Police: Gunmen came by boat from Pakistan
The U.S. warned India that militants were planning an assault, a U.S. official said.
MUMBAI, India (AP) — The gunmen who attacked Mumbai set out by boat from the Pakistani port of Karachi, then later hijacked an Indian fishing trawler that carried them toward this financial capital on their suicide mission, a top police official said Tuesday.
As evidence of the militants’ links to Pakistan mounted, Mumbai police commissioner Hasan Ghafoor said ex-Pakistani army officers trained the group — some for up to 18 months — and denied reports the men had been planning to escape the city.
“It appears that it was a suicide attack,” Ghafoor said, providing no other details about when the gunmen left Karachi, or when they hijacked the trawler.
The revelations came as a senior U.S. official said India received a warning from the United States that militants were plotting a waterborne assault on Mumbai. The Bush administration official, who spoke on condition of anonymity because of the sensitive nature of intelligence information, would not elaborate on the timing or details of the U.S. warning.
The Indian government is already facing intense public accusations of security and intelligence failures after suspected Muslim militants carried out the three-day attack across Mumbai last week, killing at least 172 people and wounding 239.
Indian Foreign Minister Pranab Mukherjee also said his country gave a list of about 20 people — including India’s most-wanted man — to Pakistan’s high commissioner to New Delhi on Monday.

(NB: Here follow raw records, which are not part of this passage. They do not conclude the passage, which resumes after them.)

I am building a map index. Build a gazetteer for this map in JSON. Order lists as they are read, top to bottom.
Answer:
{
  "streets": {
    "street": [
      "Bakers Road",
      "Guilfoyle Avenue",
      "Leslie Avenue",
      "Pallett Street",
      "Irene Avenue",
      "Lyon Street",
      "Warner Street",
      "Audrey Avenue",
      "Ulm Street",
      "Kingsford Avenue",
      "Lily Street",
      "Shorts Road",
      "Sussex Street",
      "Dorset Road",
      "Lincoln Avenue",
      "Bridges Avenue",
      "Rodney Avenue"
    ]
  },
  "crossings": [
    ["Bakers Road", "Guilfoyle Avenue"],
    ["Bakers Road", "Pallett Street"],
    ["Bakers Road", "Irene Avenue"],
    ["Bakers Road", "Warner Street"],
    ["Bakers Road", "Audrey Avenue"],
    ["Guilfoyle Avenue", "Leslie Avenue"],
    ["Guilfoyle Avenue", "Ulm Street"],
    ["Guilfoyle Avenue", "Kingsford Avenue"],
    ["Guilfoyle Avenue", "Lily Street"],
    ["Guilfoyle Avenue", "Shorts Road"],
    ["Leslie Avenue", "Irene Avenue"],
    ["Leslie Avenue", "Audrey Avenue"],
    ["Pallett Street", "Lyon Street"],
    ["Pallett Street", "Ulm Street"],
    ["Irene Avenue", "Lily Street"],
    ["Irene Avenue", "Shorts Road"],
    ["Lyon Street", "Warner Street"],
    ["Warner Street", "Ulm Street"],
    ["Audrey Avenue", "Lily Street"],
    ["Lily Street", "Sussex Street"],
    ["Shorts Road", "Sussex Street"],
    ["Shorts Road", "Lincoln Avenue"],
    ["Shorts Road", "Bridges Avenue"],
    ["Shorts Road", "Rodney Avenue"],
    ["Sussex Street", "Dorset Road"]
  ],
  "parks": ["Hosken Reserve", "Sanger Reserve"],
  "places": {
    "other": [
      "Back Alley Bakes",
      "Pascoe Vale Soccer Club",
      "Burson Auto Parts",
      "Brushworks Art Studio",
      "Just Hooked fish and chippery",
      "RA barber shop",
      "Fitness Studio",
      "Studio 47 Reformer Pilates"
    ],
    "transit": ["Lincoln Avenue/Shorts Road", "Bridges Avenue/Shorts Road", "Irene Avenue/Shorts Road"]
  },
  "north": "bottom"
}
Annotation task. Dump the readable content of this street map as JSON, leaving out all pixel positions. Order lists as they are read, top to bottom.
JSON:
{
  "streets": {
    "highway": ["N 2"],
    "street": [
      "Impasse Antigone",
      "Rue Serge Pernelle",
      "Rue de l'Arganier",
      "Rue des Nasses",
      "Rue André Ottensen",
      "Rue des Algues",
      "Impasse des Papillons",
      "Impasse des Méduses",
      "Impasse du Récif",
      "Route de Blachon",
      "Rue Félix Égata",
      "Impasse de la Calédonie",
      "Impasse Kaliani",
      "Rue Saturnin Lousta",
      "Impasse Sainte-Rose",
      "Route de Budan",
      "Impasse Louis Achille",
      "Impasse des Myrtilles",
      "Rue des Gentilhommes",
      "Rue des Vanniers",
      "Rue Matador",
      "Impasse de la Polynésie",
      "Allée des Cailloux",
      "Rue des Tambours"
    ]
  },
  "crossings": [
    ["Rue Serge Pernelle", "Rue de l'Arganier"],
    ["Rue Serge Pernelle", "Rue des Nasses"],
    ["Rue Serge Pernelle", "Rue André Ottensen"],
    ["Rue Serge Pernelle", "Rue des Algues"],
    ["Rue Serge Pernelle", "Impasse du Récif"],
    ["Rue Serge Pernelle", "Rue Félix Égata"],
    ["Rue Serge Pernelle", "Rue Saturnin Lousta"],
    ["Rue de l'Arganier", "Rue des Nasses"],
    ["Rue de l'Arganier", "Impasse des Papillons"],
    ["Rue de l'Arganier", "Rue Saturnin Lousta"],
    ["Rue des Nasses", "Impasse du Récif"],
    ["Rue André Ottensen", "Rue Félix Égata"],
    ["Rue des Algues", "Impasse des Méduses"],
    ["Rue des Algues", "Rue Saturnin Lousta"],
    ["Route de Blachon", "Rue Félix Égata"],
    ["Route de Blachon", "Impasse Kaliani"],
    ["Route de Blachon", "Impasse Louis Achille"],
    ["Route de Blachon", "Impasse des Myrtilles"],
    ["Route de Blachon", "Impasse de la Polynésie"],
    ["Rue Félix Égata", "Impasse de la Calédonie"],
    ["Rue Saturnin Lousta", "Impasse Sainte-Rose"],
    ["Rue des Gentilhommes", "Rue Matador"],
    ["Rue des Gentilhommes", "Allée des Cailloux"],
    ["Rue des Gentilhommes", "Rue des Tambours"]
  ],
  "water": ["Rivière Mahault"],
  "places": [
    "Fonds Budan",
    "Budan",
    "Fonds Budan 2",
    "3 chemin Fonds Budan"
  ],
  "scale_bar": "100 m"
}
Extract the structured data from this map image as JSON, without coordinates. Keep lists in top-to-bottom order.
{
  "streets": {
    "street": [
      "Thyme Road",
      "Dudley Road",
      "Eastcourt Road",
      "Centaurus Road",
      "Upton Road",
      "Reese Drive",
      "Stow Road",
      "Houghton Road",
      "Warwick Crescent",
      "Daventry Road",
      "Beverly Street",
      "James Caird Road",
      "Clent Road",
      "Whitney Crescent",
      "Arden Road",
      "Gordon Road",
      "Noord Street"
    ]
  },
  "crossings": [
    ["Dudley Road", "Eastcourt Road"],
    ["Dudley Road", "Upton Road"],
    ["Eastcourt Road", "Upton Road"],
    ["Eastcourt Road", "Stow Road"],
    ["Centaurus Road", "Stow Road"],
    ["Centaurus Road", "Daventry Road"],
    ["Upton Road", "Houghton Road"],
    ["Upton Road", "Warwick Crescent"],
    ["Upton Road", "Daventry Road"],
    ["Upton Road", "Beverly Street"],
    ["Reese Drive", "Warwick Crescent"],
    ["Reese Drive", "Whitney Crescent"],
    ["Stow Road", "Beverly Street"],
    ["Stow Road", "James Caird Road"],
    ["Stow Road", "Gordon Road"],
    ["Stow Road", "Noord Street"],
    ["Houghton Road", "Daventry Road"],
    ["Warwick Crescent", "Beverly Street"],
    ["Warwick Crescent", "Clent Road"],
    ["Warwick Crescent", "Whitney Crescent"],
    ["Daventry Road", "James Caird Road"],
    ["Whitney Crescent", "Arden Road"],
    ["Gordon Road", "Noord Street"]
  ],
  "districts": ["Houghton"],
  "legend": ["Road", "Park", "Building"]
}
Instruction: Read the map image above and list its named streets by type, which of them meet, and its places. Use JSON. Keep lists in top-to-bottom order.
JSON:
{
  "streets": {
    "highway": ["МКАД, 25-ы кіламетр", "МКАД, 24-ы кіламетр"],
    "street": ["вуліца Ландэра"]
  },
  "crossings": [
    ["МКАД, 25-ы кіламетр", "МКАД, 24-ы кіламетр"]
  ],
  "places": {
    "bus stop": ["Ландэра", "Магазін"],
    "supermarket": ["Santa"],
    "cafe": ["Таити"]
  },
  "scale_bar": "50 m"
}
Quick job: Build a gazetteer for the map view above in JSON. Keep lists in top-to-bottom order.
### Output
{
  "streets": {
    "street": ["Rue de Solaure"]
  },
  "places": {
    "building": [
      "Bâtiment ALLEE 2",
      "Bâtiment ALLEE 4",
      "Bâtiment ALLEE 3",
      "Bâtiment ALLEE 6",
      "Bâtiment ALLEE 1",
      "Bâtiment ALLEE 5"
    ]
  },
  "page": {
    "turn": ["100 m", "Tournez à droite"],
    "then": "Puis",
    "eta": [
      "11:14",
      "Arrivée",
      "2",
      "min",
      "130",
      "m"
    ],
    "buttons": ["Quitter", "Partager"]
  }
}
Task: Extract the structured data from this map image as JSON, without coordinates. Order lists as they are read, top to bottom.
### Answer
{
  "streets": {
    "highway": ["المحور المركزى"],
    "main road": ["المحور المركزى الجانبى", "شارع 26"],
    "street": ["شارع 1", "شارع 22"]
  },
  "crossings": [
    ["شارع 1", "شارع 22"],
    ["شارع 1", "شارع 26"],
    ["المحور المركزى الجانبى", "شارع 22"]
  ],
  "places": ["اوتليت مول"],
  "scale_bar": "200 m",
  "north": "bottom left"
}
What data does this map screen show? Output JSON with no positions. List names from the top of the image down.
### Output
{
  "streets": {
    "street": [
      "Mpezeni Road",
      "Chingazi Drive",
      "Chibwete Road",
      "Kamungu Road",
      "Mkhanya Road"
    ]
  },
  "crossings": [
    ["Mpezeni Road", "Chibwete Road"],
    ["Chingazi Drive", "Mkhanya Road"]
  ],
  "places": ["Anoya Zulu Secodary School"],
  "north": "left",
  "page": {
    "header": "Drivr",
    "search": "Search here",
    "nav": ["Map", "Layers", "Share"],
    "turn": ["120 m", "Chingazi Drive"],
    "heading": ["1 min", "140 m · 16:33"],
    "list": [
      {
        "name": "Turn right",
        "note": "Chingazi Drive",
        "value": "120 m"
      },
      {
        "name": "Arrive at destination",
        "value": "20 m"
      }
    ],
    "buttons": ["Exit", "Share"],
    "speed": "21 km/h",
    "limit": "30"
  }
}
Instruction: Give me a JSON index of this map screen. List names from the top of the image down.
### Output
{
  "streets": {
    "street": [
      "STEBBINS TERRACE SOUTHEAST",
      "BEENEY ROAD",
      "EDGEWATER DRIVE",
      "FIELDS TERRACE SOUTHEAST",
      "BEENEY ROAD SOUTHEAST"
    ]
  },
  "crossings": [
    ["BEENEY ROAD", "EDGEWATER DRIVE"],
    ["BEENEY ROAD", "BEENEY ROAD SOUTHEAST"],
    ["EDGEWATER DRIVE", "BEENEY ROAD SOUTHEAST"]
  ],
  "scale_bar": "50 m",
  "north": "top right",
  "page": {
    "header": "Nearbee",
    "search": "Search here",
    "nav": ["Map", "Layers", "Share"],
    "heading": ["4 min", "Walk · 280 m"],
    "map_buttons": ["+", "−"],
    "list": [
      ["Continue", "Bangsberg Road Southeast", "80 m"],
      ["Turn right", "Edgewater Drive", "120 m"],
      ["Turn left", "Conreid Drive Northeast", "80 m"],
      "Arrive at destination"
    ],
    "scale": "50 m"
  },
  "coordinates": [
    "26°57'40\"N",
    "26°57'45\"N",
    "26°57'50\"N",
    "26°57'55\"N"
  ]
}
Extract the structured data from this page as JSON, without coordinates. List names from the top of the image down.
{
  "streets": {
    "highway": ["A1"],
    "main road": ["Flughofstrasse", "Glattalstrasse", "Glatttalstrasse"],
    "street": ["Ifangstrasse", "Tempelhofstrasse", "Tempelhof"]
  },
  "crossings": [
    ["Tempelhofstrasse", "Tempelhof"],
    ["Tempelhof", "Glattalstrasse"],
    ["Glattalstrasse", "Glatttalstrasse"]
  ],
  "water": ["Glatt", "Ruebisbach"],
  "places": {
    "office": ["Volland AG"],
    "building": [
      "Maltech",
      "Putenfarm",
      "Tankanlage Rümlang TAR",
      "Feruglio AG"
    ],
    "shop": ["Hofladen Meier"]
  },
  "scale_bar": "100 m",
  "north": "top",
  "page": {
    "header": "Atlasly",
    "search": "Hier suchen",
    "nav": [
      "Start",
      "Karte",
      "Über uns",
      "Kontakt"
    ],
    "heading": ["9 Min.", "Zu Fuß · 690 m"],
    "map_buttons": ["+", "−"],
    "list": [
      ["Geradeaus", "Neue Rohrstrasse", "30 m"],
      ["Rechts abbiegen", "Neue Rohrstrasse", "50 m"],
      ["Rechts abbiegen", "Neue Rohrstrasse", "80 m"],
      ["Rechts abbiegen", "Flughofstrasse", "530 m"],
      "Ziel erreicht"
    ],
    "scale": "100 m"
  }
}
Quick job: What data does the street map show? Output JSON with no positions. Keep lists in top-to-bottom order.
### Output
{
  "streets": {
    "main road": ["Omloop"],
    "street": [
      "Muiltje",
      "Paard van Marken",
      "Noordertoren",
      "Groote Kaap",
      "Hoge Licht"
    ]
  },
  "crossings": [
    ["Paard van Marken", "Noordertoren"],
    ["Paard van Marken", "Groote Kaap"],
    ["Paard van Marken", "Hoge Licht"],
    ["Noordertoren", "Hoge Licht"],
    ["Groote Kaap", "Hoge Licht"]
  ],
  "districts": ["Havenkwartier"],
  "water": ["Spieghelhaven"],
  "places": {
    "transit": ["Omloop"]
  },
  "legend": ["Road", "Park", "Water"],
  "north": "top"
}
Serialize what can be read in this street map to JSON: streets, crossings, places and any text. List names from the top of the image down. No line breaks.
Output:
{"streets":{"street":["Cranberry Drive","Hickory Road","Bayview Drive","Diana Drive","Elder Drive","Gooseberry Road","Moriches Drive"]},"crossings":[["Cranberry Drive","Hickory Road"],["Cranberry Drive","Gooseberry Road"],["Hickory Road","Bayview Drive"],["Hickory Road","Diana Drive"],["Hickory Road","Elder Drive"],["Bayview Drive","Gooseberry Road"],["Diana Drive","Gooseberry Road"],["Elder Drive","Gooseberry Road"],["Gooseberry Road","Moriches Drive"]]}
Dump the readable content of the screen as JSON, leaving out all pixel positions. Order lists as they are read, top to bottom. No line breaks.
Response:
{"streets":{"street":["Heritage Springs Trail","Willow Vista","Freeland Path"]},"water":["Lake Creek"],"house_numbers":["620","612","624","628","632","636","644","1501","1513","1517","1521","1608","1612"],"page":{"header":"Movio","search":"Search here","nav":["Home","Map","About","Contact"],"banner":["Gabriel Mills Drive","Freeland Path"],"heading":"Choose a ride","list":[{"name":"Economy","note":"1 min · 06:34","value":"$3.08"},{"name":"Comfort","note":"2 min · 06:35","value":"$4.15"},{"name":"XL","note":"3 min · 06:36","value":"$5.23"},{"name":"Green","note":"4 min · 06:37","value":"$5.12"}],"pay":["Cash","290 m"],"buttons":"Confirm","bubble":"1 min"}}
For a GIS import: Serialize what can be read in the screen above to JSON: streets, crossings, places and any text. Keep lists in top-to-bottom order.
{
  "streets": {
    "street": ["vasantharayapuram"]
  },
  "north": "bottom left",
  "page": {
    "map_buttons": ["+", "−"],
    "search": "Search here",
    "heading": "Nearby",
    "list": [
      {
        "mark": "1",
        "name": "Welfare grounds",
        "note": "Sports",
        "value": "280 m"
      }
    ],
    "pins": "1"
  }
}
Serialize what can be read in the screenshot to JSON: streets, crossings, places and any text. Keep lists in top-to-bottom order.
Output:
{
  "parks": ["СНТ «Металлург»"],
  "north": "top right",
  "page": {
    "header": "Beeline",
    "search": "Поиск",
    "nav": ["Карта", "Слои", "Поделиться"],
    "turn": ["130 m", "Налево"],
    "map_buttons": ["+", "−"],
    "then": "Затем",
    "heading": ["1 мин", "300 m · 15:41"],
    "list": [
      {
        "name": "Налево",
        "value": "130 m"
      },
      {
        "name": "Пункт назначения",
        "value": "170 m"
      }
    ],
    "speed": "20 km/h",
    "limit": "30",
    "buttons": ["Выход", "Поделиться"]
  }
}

India stepped up the pressure on its neighbor after interrogating the only surviving attacker, who told police that he and the other nine gunmen had trained for months in camps in Pakistan operated by the banned Pakistani militant group Lashkar-e-Taiba. On Tuesday, U.S. officials also pointed the finger at Pakistani-based groups, although they did not specifically mention Lashkar.
Secretary of State Condoleezza Rice is to arrive today, and the U.S. is pressuring Islamabad to cooperate in the investigation of the siege that paralyzed Mumbai and left six Americans dead.
Defense Secretary Robert Gates said extremists were “apparently targeting Americans and Britons, but the truth is that most of those who were attacked were Indians.”
Gates also told a Pentagon news conference that the chairman of the Joint Chiefs of Staff, Adm. Mike Mullen, was headed to the region.
Of greater concern for India was the apparent failure to act on multiple warnings ahead of the Mumbai attacks, which Indian navy chief Sureesh Mehta called “a systemic failure.”
India’s foreign intelligence agency also had warnings as recently as September that Pakistan-based terrorists were plotting attacks on Mumbai, according to a government intelligence official familiar with the matter.
The information, intercepted from telephone conversations apparently coming out of Pakistan, indicated that hotels might be targeted but did not specify which ones, said the official, who spoke on condition of anonymity because he was not authorized to talk publicly about the details.
The information was relayed to domestic security authorities, but it was unclear whether the government acted on the intelligence.
The Taj Mahal hotel, scene of much of the bloodshed, had tightened security with metal detectors and other measures in the weeks before the attacks, after being warned of a possible threat.